Dyskeratosis Congenita

To date, mutations affecting ten different genes have been identified as possible DC triggers. However, each one of these genes may show a variety of different mutations that may yield distinct degrees of protein dysfunction. In this context, more than 50 mutations have been described for the DKC1 gene. Also, environmental factors seem to influence symptom onset and severity and even members of the same family, parents that inherited a determined genetic disorder to their children, may not necessarily present the same clinical picture. Even though the exact mechanisms behind such phenomena are not completely understood, these are the reasons for the heterogeneity in age of DC symptom onset, symptom progress, affected tissues and severity of pathological conditions.

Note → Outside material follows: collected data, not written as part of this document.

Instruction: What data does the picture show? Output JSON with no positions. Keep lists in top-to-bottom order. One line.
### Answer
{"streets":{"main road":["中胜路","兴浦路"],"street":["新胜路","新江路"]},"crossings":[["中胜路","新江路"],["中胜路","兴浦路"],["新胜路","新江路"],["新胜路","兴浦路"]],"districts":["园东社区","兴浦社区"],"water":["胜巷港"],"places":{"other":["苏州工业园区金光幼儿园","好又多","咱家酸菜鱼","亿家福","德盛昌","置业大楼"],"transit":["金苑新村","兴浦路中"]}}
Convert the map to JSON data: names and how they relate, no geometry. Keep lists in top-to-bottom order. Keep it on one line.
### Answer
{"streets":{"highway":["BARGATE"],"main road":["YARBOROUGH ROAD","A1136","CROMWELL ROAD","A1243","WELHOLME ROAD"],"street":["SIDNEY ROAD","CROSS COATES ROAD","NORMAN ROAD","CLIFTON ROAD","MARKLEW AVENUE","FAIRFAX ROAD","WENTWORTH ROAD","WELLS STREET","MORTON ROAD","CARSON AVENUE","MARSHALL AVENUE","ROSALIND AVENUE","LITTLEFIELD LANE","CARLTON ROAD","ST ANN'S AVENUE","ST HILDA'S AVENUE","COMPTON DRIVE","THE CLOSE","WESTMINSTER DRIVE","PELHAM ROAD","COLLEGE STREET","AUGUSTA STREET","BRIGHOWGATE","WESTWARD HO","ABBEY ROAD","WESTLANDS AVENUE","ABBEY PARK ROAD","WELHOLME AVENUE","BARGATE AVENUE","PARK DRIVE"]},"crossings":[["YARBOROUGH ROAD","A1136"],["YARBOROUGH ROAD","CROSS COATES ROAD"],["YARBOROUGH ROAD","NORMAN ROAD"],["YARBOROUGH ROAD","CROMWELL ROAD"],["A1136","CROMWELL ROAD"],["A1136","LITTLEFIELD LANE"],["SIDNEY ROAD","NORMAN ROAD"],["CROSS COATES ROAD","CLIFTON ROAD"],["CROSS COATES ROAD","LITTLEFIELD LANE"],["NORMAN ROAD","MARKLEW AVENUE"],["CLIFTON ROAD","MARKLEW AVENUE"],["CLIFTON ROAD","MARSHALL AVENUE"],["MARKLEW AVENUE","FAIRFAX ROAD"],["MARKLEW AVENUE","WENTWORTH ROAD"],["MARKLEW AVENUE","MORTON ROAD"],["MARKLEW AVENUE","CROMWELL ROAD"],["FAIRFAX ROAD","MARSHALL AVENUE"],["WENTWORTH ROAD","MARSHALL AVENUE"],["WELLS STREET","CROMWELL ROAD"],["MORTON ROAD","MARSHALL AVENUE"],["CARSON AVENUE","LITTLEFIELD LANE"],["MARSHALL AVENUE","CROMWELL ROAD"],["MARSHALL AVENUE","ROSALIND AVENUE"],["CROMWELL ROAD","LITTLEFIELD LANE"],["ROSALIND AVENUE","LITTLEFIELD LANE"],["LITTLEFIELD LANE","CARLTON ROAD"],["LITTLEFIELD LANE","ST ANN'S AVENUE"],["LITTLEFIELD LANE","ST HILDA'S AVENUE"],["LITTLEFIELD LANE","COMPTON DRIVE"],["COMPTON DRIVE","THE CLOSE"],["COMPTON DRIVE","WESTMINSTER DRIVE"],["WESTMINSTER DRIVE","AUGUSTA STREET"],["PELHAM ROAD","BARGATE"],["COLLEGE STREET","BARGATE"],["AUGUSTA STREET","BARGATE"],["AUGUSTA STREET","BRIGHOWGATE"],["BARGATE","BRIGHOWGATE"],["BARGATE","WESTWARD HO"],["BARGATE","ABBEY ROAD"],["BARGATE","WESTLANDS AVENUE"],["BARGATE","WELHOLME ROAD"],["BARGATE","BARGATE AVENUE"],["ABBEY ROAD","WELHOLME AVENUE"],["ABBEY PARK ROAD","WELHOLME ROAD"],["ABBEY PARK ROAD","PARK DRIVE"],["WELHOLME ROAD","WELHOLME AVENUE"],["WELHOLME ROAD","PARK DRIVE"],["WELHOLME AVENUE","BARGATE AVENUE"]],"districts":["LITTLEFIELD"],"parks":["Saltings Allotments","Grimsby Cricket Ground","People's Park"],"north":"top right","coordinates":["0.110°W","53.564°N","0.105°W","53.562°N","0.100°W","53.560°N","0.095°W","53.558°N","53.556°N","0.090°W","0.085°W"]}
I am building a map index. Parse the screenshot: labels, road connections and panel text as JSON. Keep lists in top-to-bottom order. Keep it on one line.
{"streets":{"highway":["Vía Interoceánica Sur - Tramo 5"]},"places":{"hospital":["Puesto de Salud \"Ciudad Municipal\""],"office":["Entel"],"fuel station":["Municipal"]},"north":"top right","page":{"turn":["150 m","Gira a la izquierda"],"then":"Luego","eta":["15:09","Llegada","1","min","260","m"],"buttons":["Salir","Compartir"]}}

Early symptom onset is generally associated with rapid and severe disease progress. Indeed, symptoms do usually not manifest until childhood or adolescence except in cases of the very severe Hoyeraal-Hreidarsson syndrome and Revesz syndrome. Mild cases may even progress asymptomatically until well into adulthood and manifest in form of one single symptom then [10]. These patients may, however, develop malignant neoplasms. TERC, TERT and TINF2 mutations tend to cause these less severe forms of the disease.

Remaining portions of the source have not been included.